そういう意味では、ロジェ・グルニエ、ロラン・バルト、スーザン・ソンタグ‥‥など、写真についての本をシャッフルして、記載されている写真を載せたり、写真家についての注釈を入れたりして、アンソロジーというか、バラエティブックみたいな形にまとめたらおもしろいんじゃないかな、なんて適当に思ったりもします。どれもそれぞれの章はそれほど長いわけではないし、最初から読まなくちゃいけないというわけでもないですしね。

■なんとなく書く気にもなれないままで放置していたら、3か月も経ってしまいました。いつのまにか年も明け、一年の振り返りもなし。こんなに期間が空いてしまったのは、一時期、わけあってサイトを更新することを自粛していた時以来ですね。特に何をしているというわけでもないけれど、簡単にでも毎日の出来事とかを書いておくのもいいかな、と思うんですけどね。まぁめったに読み直すことはないですけど。

-■年末年始は、お休みのギャラリーも多いので、写真展などに行けてませんが、年が明けてから、平林秀夫挿絵展 「コトバと言葉の間」と渡邉知樹展「花、花、ギガンテス、花」を見てきました。平林さんの挿絵展は、小金井でリアカーにコーヒーを淹れる用具一式を積んで、公園やお店の前などでコーヒーを淹れている出茶屋さんのエッセイ「今日も珈琲日和」の挿絵などを展示したもの。場所もいつも出茶屋さんが出ている平林さんの平屋で、絵を壁に展示するだけでなく、一つ一つ本を開くように絵を見れる形のものがあったりして、出茶屋さんのコーヒーや平林さんの作ったカレーを飲みながら、何度も見返してしまいました。鉛筆で細かいところまで丁寧に描かれているので、本を見た時とは印象が違って見えたり、一見すると、ちょっと怖い感じの絵もじっと見ているとユーモアが隠されていたりするのが興味深かったです。

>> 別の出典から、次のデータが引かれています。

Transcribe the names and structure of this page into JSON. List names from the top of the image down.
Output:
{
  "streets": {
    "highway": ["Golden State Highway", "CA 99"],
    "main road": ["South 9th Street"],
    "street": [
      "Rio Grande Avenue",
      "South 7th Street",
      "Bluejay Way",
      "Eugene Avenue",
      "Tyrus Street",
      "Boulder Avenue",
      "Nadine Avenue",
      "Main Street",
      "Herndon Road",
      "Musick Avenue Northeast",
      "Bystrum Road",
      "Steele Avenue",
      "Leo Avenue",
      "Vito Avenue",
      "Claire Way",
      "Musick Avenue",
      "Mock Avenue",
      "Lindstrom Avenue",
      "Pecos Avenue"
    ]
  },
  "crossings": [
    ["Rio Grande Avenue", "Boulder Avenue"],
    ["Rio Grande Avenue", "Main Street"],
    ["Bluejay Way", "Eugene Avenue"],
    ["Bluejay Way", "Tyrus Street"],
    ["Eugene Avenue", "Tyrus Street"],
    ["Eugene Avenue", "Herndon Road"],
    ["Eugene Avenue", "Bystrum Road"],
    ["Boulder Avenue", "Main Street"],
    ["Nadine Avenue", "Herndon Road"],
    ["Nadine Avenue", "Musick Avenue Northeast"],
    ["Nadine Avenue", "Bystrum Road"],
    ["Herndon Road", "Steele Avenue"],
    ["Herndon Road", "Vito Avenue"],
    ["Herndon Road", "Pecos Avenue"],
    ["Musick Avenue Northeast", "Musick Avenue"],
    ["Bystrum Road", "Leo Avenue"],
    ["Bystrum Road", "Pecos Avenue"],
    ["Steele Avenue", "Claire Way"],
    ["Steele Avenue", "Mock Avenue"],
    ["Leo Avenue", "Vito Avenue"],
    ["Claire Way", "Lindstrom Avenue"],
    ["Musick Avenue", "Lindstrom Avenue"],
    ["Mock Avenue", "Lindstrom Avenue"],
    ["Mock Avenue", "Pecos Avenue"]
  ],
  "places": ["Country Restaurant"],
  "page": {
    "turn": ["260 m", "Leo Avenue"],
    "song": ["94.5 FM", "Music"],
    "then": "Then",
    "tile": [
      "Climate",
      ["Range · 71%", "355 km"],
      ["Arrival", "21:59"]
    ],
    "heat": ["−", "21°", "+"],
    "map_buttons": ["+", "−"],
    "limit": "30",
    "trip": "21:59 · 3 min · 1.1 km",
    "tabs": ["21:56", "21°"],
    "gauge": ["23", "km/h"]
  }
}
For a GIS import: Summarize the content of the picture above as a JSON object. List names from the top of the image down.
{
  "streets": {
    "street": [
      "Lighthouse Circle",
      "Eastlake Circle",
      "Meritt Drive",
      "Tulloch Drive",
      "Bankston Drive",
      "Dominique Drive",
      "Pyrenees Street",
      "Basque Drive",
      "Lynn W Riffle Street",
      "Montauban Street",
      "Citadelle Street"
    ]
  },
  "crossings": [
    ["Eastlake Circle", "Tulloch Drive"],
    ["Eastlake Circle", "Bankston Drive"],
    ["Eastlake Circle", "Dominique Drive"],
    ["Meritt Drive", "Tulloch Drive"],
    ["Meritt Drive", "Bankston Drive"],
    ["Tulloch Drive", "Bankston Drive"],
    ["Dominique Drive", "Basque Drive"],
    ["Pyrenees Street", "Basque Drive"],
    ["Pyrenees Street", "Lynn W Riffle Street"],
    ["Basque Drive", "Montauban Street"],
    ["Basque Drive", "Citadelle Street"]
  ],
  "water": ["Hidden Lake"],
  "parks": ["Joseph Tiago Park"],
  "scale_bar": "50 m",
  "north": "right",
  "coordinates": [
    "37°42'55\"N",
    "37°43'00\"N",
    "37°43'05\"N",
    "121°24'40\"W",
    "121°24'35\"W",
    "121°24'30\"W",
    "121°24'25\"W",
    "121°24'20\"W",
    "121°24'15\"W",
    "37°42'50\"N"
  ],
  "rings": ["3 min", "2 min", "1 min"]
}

-■渡邉知樹くんの個展は、前回のにじ画廊以来かな。ピンクを基調とした抽象画で、ギャラリー自体がピンクに染まっているようでした。タイトルに「花」がついているように春らしい、ポジティブな雰囲気の絵が多く、ピンクの色自体もさまざまなピンクの色が使われていて、立体的というか浮き立ってくる感じでした。
片隅には鳥のオブジェも置いてあり、今回も一つ購入。個展に行くたびに一つ一つ買っているこのオブジェも結構増えてきて、うちの鳥オブジェコーナーもにぎやかになってきました。漣くんと暁くんの好みが違うので、なかなか一つに選べないのが難点ですが‥‥。ちなみに今回は漣くんが選択したものを買ったのですが、いまだに「あっくんは足が角ばったのがよかったのに」と、ことあるごとに言っている始末。逆にもう少し成長したら、興味がなくなって、「どれでもいいよ」とか言うんでしょうか。